A few grades later, things changed. We actually started getting along much better. Sometimes we'd laugh together and joke around. Slowly, I started developing a crush on her. I know it's embarrassing considering she used to bully me, but I genuinely liked being around her.

When it was time to move on to the next school, I was alone again. I didn't know anyone, and it felt like nobody wanted to know me either. I was still the same shy, skinny kid.

Eventually, I met three guys in my class, and we became friends. We hung out after school and spent a lot of time together. Little did I know, they weren't great friends at all.

A grade later, one of them pushed me into vaping. Another offered to trade me a vape for the gold chain I always wore. Because I was stupid, I agreed. The worst part was that I got scammed too. The last "friend" constantly made fun of me and laughed behind my back.

One day during PE, I decided to text my old crush from my previous school.

We exchanged a few messages and sent each other some pictures from school. Then there was silence for a few days. After that, she'd randomly send another picture, I'd reply with one too, and then we'd go quiet again.

Two years went by, and I was still thinking about her.

One day, while I was outside with my best friend, the Polish kid I mentioned earlier, he offered me two donuts if I confessed to her. I think we stood there for a few hours before I finally made up my mind.

In the end, I decided I wanted the donuts, so I sent her a long paragraph telling her how I felt. Right after I pressed send, my phone died.

We biked back to my best friend's house so I could charge it. When I finally turned it back on and checked for her response, all I saw was a single thumbs up emoji.

"👍"

Nothing else.

I didn't know whether that was good or bad, so about two weeks later I texted her again, hoping for a proper answer. Instead, I got a few voice messages.

They were laughing at me.

I don't think I've ever felt so humiliated in my life.

And because I was so desperate, a while later I decided to text her again to hang out, but I ended up getting ghosted.

Eventually, I slowly got over it and developed crushes on other girls, but none of them wanted me. A lot of it felt like it came down to my looks. I'm not the best-looking guy, and every rejection felt like another stab in the chest.

Fast forward a few years to now. I've been working on myself and started going to the gym with my best friend this year. Unfortunately, I started vaping again because another friend I thought was a real friend got me back into it. He also encouraged me to drink every week and pushed me into things I didn't really want to do.

I've cut him off now, and I only have one friend left, my best friend. He's never pressured me into doing anything I didn't want to do and has never done anything to hurt me. He's always been there for me.

My life is actually pretty peaceful now. I haven't vaped for 3 days, which is a huge achievement for me. It might not seem like much to other people, but I'm proud of it. I'm slowly starting to get better and pushing myself to do more things every day.

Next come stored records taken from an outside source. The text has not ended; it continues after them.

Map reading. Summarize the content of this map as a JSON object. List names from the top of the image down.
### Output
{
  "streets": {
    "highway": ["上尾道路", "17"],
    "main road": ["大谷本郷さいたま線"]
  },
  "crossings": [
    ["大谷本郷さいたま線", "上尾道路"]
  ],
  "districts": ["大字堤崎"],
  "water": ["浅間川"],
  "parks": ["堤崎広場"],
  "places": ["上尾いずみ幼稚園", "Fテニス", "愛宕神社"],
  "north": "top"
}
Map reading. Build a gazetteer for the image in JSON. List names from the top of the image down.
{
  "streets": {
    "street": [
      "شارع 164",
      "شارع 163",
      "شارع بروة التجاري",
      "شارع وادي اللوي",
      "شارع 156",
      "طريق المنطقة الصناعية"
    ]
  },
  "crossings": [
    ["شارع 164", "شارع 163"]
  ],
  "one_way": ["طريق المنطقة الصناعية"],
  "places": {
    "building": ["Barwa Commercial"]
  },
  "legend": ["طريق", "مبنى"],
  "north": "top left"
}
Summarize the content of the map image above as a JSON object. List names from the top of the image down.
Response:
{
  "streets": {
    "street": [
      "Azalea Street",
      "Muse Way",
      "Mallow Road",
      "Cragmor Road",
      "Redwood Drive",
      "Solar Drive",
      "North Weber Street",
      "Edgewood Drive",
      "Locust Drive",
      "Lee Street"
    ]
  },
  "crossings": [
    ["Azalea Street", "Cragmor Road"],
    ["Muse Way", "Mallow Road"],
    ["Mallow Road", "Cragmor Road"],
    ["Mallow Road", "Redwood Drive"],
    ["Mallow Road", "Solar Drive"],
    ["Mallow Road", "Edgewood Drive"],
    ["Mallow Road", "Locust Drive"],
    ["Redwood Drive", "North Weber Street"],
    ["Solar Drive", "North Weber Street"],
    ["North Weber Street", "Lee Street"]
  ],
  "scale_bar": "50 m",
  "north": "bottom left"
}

I know I still have a long way to go, but for the first time in a while, it feels like I'm moving in the right direction.

Even though things are slowly getting better, I still struggle a lot mentally. I have suicidal thoughts almost every day, and I deal with existential OCD constantly. Some days are really difficult, and it feels like my mind is fighting against me.

But I'm trying. I'm working on myself, going to the gym, staying away from things that were hurting me, and pushing myself to do more. I'm slowly starting to believe that things can get better.

Even though I can see some improvements, I still struggle with thoughts that are difficult to deal with. Sometimes it feels like the only reason I'm still here is because I want to experience love and connection someday.

This ended up being a pretty long thread, but I tried to tell my story as clearly and simply as I could.